Saturday, February 12, 2011
Elysium
Sunday, February 6, 2011
A Moment Lost In Prayer
We pray but that our souls might find release,
Some ease
From all the turmoils of this earth;
To run from chaos, search for peace,
And from such solace find rebirth.
Why, Heaven high, your gaze avert from here
And tear
The veil not from thy sacred face?
Are we not worthy, timeless eyes to bear,
Or, longing, gaze on perfect grace?
Return not thence to shadows like the day
But stay
And teach us all the mysteries
Of how to love and how to pray
Before we perish on the breeze,
Or sink beyond the western seas
Into the shadows far away.
I composed these verses quite a few months ago while going through no small amount of stress, mostly self-induced. My goal at the time wasn't so much to write anything acceptable, but just to vent my recurring negative thoughts and emotions onto paper. Well, more precisely, onto my iPhone, where most of this poem was composed (fun fact: the first draft was written in about 15 minutes on a scissor lift suspended about 40 feet in the air). It isn't an intricate poem. Honestly, it isn't even one of my favourites, but it expresses my entire year (2010) almost perfectly. Hopefully in the passing of this new year, I shall grow wise enough to at least partially answer some of the questions I have. Maybe I'll write something more about this in the future…
Tuesday, January 4, 2011
On the Contemplation of Man
Why fare these men on so unseemly forth?
What drives them day by day to carry on
Amidst the tumult and the chaos of
Insanity so manifest in form:
In hatred crawling deep beneath the skin,
In carnal parasitic lust encroached,
In loss and love and tragedies adorned
With screams and cries and desperate ruined souls?
The earth has borne for oft' and ever it
Has swept its way around the scorching sun
These multiplicities of mournful fates,
These heavy yokes that shackled bind men's souls
Enfeebled by the choking mortal strain,
But they enslaved do wage this war against
The fortunes dolled to them from birth to death
And rising up, the very gods they dare
Ingloriously strike against with arms
Rebellious raised up to the heights above.
Omnipotent, scarce imposed be these gods
(Despite the valour beating in men's hearts)
By beings barred and bound from touching the
Celestial sea that spans the midnight realms
Above and floods into oblivion.
Relentless, bold, yet doomed and dying stand
They thus, these mortal men in mortal lands,
Far-thrown to distant suns and cursed to die,
In aeons darkness damned eternal lie.
What hope have you? What hope is there to hold?
In vain you strive on fighting to the end,
In death you pass, to never wake again:
A flame forever dimmed by bitter cold,
A fire that once raged on, ever bold.
But now the narrow path of fate does bend;
No virtue can such loathed lanes amend.
To death you slink and down into the grave,
Yet still you shout, "I'm saved! I'm saved! I'm saved!"

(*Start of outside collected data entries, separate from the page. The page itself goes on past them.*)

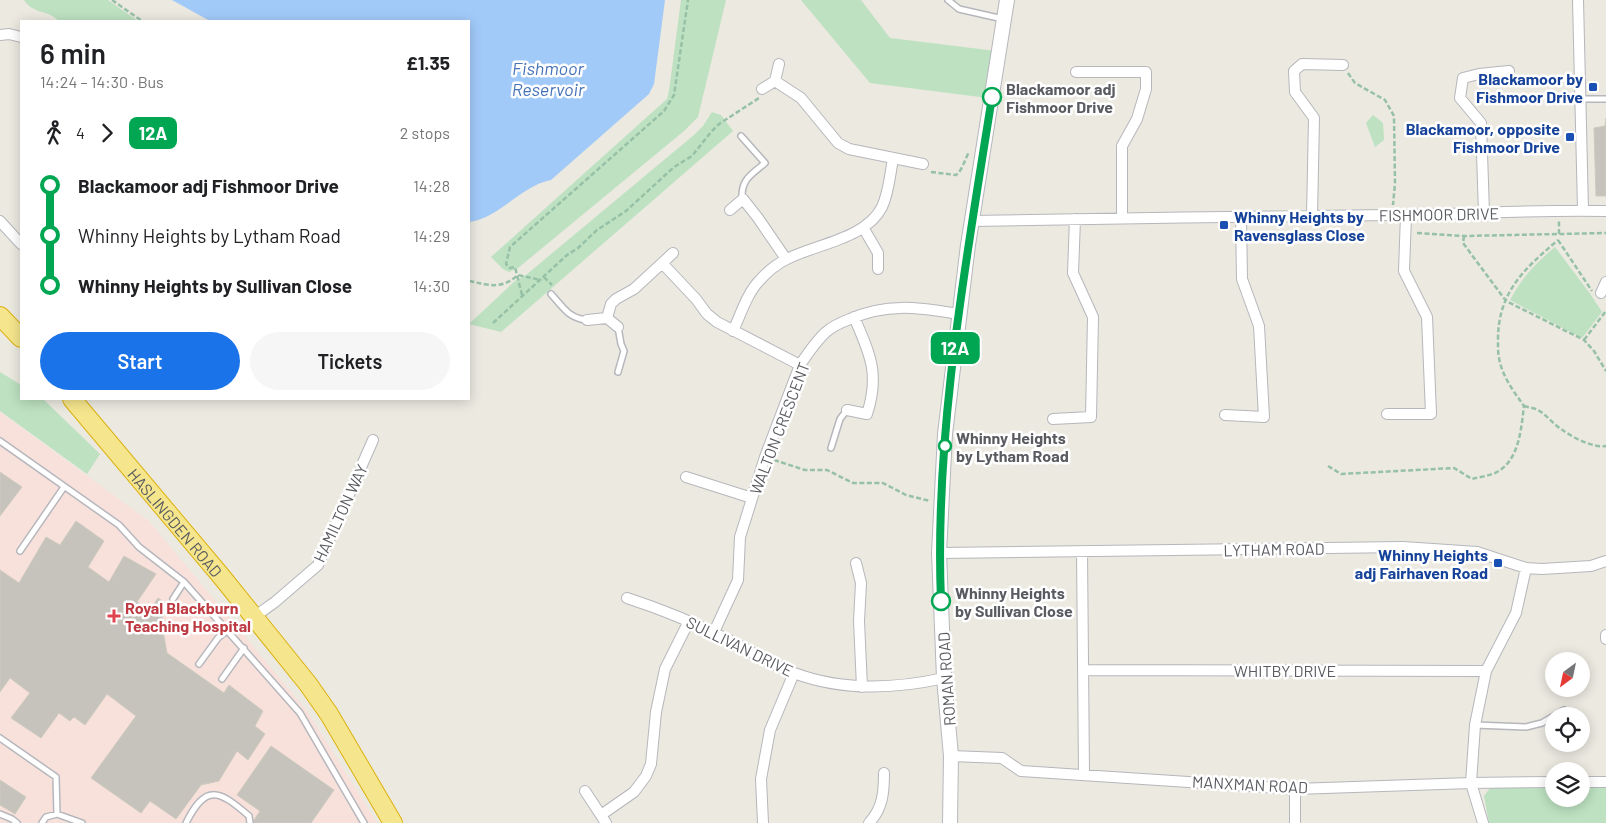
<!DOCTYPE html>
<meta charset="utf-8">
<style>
:root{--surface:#fff;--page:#f6f6f6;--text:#202124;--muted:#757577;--accent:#1a73e8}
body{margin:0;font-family:Barlow,sans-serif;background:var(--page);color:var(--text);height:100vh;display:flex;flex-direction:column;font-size:19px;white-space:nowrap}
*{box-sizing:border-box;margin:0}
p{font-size:16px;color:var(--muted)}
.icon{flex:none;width:28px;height:28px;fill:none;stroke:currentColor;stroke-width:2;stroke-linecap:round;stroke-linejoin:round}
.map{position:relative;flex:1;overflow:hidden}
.side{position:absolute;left:20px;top:20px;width:450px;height:380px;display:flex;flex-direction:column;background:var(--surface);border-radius:0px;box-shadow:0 2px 12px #0003}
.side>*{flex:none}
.badge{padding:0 10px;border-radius:8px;font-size:18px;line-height:32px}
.needle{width:32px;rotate:213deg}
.tools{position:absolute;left:1545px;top:652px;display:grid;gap:10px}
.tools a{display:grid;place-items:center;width:45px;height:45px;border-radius:50%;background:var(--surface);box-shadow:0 2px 12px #0003;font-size:25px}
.map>.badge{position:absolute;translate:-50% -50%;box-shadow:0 0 0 2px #fff}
.legs{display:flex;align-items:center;gap:8px;height:55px;padding:0 20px;font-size:16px}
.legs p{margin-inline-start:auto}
.head{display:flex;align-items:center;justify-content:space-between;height:85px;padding:0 20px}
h1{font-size:28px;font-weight:600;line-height:38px}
.action{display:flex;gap:10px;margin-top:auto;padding:10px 20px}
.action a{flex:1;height:58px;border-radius:30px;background:var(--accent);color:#fff;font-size:20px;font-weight:600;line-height:58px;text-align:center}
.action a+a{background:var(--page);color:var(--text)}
ul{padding:0 20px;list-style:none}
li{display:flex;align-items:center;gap:18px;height:50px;font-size:19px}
li i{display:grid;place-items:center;width:8px;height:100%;margin:0 6px;background:currentColor}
li i::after{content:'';width:12px;height:12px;margin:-6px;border:4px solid;border-radius:50%;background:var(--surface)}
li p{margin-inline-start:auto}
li:first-child i{background:linear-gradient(#0000 50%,currentColor 0)}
li:last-child i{background:linear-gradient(currentColor 50%,#0000 0)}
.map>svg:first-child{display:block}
</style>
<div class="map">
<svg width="1606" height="823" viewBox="0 0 1606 823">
<rect width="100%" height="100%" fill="#ebe9e0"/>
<!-- medical -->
<path fill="#f8e1db" d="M 0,412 L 149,521 L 307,711 L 377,823 L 0,823 Z"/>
<!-- green -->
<path fill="#bde1c1" d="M 24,0 L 108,0 L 138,21 L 59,21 C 47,9 34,15 24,0 Z
M 681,0 L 726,0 L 698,117 L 684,131 L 518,268 L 509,272 L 503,269 L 491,257 L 667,99 L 669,91 Z
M 801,0 L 861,0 L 890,38 L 996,51 L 988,98 L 870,83 Z
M 712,112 L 721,115 L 733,131 L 501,332 L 469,324 L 515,281 L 526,275 L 694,135 L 703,126 Z
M 1373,115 L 1383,123 L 1384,140 L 1375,147 L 1366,123 Z
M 1555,247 L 1591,295 L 1602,312 L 1582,338 L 1510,300 C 1523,276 1535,264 1555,247 Z
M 0,372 L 21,385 L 21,399 L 43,399 L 100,454 L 87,474 L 0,411 Z
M 1581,787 L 1606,787 L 1606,823 L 1489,823 L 1484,796 L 1490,788 L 1554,788 L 1554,799 L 1581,799 Z"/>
<!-- water -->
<path fill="#a2caf9" d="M 172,0 L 665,0 L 654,84 L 649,94 L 551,180 C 520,186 500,218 469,222 L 469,21 L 210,21 Z"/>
<!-- building -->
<path fill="#c6c3bd" stroke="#cfcbbf" d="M 1606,118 L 1606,196 L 1596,196 L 1594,128 L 1605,126 Z
M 0,472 L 22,487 L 0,516 Z
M 76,521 L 104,541 L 88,567 L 109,582 L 124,556 L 156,574 L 137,602 L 150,610 L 158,598 L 170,606 L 161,620 L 167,653 L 224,693 L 229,685 L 263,711 L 255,726 L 265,734 L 248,760 L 237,751 L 219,781 L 201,785 L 176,819 L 150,801 L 141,813 L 91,778 L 136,716 L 107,694 L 85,725 L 74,717 L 70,721 L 59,713 L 41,738 L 11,718 L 30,693 L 10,678 L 0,692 L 0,570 L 19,583 L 46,537 L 60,545 Z
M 271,746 L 334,790 L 311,823 L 252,823 L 260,811 L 237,795 Z
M 0,780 L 26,797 L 15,814 L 0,805 Z"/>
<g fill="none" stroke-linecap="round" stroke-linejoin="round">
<defs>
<path id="lane" d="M 948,0 L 959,9 L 1003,19
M 1581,99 L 1606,99
M 741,136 L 765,163 C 751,175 741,179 742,199
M 551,294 C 563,307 568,318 587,320
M 618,372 L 624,351 L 621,344 L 618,327
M 0,441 L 119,525 L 139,547 L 184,582 L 300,713 L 364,823
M 831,448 L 840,419 L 847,410
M 20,551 L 64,487
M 173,599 L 184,582
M 199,664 L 218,638 L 228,630
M 222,679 L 244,648
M 1475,725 L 1526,727 L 1542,723 L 1564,710
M 0,738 L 56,777 L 57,814
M 0,814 L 12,819 L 17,823
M 42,823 L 46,817 L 57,814 L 82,823
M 186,823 C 206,783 219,790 249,816 L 250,823"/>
<path id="street" d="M 1578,0 L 1583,210
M 0,35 L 9,34 L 21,37
M 1076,72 L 1146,72 L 1146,89 L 1137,119 L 1122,146 L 1122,217
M 775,81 L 801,98 L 838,143 L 849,149 L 923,164
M 762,89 L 775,81 L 779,64
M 730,210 L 743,199 L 758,218 L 786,259
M 1484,213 L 1481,123 L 1460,98 L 1463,78 L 1479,74 L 1509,71
M 1312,215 L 1314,118 L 1295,92 L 1294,71 L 1302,64 L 1343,65
M 0,221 L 21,244
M 972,221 C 1112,218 1251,217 1391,215 C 1463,215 1534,209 1606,211
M 864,229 L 878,253 L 878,269
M 662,263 L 696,299 L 707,314 L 717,322 L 800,365
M 1601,293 L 1606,282
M 607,318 L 611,304 L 616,299 L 634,289 L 673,253
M 587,320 L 607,318 L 618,327
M 733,331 C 741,314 747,293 760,280 C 767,272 777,264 787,259 C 816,244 866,239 882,207 C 889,192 890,174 893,159
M 847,410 L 867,414 C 880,374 870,354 854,317
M 1387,414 L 1431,414 L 1427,317 L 1404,271 L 1406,215
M 1225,415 L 1264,417 L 1259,326 L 1242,279 L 1241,217
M 1053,419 L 1091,417 L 1093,317 L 1073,273 L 1075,219
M 686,477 L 752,498
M 1082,551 L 1084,774
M 939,553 L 1403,547 L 1477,552 L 1526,568 L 1542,569 L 1591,566 L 1606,561
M 856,563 L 861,583 L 859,621 L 862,687
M 627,598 C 664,610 695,623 729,640 C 750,651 772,665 794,673 C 842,691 895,689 944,678
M 254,617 L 275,602 L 318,565 L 373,440
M 714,632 L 738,580 L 740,537 L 765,457 L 800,365 C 808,353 816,341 826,332 C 833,326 842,322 850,319 C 888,302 920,308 959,314
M 1606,635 L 1606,639
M 1084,670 L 1486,671
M 951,756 L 1002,758 L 1021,771 L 1295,789 L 1471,783 L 1554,782
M 1581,782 L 1606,782
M 585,791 L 606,823
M 601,815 L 634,792 L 646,776 L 651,764 L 656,712 L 665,669 L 689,621
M 763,823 L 761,779 L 770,730 L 794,673
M 869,823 C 883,808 884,792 884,773
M 1295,823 L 1295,789
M 1483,823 L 1471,783 L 1475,725 L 1486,671 L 1516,613 L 1526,568"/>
<path id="secondary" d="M 950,823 L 951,756 L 944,678 L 939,553 L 945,434 L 968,245 L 1007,0"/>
<g id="highway">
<path d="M 0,316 L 21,338"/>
<path id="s1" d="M 72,399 L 221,576 L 308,684 L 329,714 L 393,823"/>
</g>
</defs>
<!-- lane casing -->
<use href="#lane" stroke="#b6b7bc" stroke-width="8"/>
<!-- street casing -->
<use href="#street" stroke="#b6b7bc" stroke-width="12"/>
<!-- secondary casing -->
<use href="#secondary" stroke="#b6b8be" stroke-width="16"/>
<!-- highway casing -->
<use href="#highway" stroke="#dcb10f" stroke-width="20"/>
<!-- path -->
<path stroke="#97c1a7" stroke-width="2.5" stroke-dasharray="5 2.5" stroke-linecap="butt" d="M 112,0 L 142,21
M 1348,73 L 1355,83 L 1385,100 L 1394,116 L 1395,183 L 1393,205
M 931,172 L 956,175 C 962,171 965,159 969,152
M 1417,233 L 1464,236 L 1606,233
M 1559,234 L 1559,220
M 1464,236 L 1463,243 L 1506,301 L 1584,340 L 1594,351 L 1606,371
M 1558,240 L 1592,291
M 544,277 L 552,285
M 469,281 C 489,285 501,290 518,275 L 541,280
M 522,295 L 515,267 L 510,268 L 506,264 L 510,247 L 664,111 L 674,95 L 688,0
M 493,323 L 567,255 L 578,248 L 597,230 L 626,211 L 674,167 L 692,156 L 711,132 L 719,124 L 759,98
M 1584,340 L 1606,311
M 1524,406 C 1528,407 1532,408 1536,409 C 1546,414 1552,423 1561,429 C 1572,437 1592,448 1606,446
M 774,460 L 805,470 L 827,470 L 853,483 L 883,483 L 906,495 L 930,501
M 1328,466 L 1341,474 L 1454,468 L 1472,479 C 1479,477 1488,476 1495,473 C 1519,462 1521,430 1524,406 C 1514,392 1502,376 1499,358 C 1498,353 1498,348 1498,343 C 1497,293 1523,270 1558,240"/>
<!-- lane -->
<use href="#lane" stroke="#fff" stroke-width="5"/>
<!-- street -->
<use href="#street" stroke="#fff" stroke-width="10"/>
<!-- secondary -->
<use href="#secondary" stroke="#fff" stroke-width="14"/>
<!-- highway -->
<use href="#highway" stroke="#f5e58c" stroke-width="18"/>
</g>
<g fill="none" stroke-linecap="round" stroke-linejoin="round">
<defs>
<path id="line-1" d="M 941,601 C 934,434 966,262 992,97"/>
</defs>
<!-- line-1 casing -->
<use href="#line-1" stroke="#fff" stroke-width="11"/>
<!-- line-1 -->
<use href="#line-1" stroke="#00a651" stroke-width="8"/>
</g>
<!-- markers -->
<g fill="#1a4fb4" stroke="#fff" stroke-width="2">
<rect x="1588" y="82" width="10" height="10" rx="2.5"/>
<rect x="1565" y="132" width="10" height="10" rx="2.5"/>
<rect x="1219" y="220" width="10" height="10" rx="2.5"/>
<rect x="1493" y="558" width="10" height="10" rx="2.5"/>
</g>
<g fill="#fff" stroke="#00a651" stroke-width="2.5">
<circle cx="992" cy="97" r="9"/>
<circle cx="945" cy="446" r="6"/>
<circle cx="941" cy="601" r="9"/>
</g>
<path fill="#e0444e" stroke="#fff" stroke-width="2" d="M111.5 608.5h5v5h5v5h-5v5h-5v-5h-5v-5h5z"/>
<g text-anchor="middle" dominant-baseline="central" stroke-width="5" stroke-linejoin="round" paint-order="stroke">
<!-- transit labels -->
<g font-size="16" font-weight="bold" fill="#164399" stroke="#fff" text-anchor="end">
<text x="1583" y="78">Blackamoor by<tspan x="1583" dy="18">Fishmoor Drive</tspan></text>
<text x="1560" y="128">Blackamoor, opposite<tspan x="1560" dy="18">Fishmoor Drive</tspan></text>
<text x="1234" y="216" text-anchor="start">Whinny Heights by<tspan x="1234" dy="18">Ravensglass Close</tspan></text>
<text x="1488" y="554">Whinny Heights<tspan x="1488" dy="18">adj Fairhaven Road</tspan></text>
</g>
<!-- stop labels -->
<g font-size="16" font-weight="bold" fill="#595b60" stroke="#fff" text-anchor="start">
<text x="1006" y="88">Blackamoor adj<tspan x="1006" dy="18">Fishmoor Drive</tspan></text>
<text x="956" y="437">Whinny Heights<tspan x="956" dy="18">by Lytham Road</tspan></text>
<text x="955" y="592">Whinny Heights<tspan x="955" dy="18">by Sullivan Close</tspan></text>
</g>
<!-- street labels -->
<g font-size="16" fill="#595b60" stroke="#fff">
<text transform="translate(1439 214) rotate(-1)">FISHMOOR DRIVE</text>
<text transform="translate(779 428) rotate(-69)">WALTON CRESCENT</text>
<text transform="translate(340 513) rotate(-65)">HAMILTON WAY</text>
<text stroke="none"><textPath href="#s1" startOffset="161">HASLINGDEN ROAD</textPath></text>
<text transform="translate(1274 549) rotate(-1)">LYTHAM ROAD</text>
<text transform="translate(740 646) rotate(26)">SULLIVAN DRIVE</text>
<text x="1285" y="670">WHITBY DRIVE</text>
<text transform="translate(946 679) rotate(-94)">ROMAN ROAD</text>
<text transform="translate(1250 784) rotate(3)">MANXMAN ROAD</text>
</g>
<!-- health labels -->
<g font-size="16" font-weight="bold" fill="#be3a42" stroke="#fff" text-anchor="start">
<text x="125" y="607">Royal Blackburn<tspan x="125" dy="18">Teaching Hospital</tspan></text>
</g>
<!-- water labels -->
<g font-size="18" font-style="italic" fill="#4773b9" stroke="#fff">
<text x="548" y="68">Fishmoor<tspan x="548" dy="21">Reservoir</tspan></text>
</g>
</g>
</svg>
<div class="tools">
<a><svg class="needle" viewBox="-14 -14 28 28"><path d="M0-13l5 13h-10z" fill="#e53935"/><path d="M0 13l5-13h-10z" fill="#757577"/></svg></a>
<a><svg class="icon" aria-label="locate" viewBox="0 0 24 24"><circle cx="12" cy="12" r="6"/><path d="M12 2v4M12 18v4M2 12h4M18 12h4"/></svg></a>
<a><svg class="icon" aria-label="layers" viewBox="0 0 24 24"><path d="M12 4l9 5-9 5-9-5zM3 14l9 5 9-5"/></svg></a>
</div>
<b class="badge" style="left:955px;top:348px;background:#00a651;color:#fff">12A</b>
<section class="side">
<div class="head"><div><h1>6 min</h1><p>14:24 – 14:30 · Bus</p></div><b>£1.35</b></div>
<div class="legs"><svg class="icon" aria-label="walk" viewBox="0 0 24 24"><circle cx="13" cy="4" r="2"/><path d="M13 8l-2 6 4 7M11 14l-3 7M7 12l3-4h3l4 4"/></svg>4<svg class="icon" aria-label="forward" viewBox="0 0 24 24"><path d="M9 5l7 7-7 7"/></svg><b class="badge" style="background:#00a651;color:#fff">12A</b><p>2 stops</p></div>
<ul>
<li><i style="color:#00a651"></i><b>Blackamoor adj Fishmoor Drive</b><p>14:28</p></li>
<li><i style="color:#00a651"></i><span>Whinny Heights by Lytham Road</span><p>14:29</p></li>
<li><i style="color:#00a651"></i><b>Whinny Heights by Sullivan Close</b><p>14:30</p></li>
</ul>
<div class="action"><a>Start</a><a>Tickets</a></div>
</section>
</div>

This is a poem I completed only just a few days ago but began working on toward the middle of December 2010. It all began on an extremely long bus ride back home to Louisville, KY that lasted about 15-16 hours. I was listening to music at the time (Silversun Pickups, if I recall correctly) and gazing out of the window and across the Georgian horizon on into the sky. I started thinking about the world and, more specifically, mankind and its relation to the divine. The final version of the poem (which bears not even a single line of the original) was completed a few nights ago in the darkness of my unlit room around midnight. Like the circumstances that prompted its conceptualization, the poem is one of brooding contemplation. However, it is not my contemplation that is necessarily presented, but the contemplation of an unknown individual who is analyzing the human condition and the circumstances surrounding mortal existence. But this begs the question, "Who is this narrator?" I leave the answering to you, dear reader.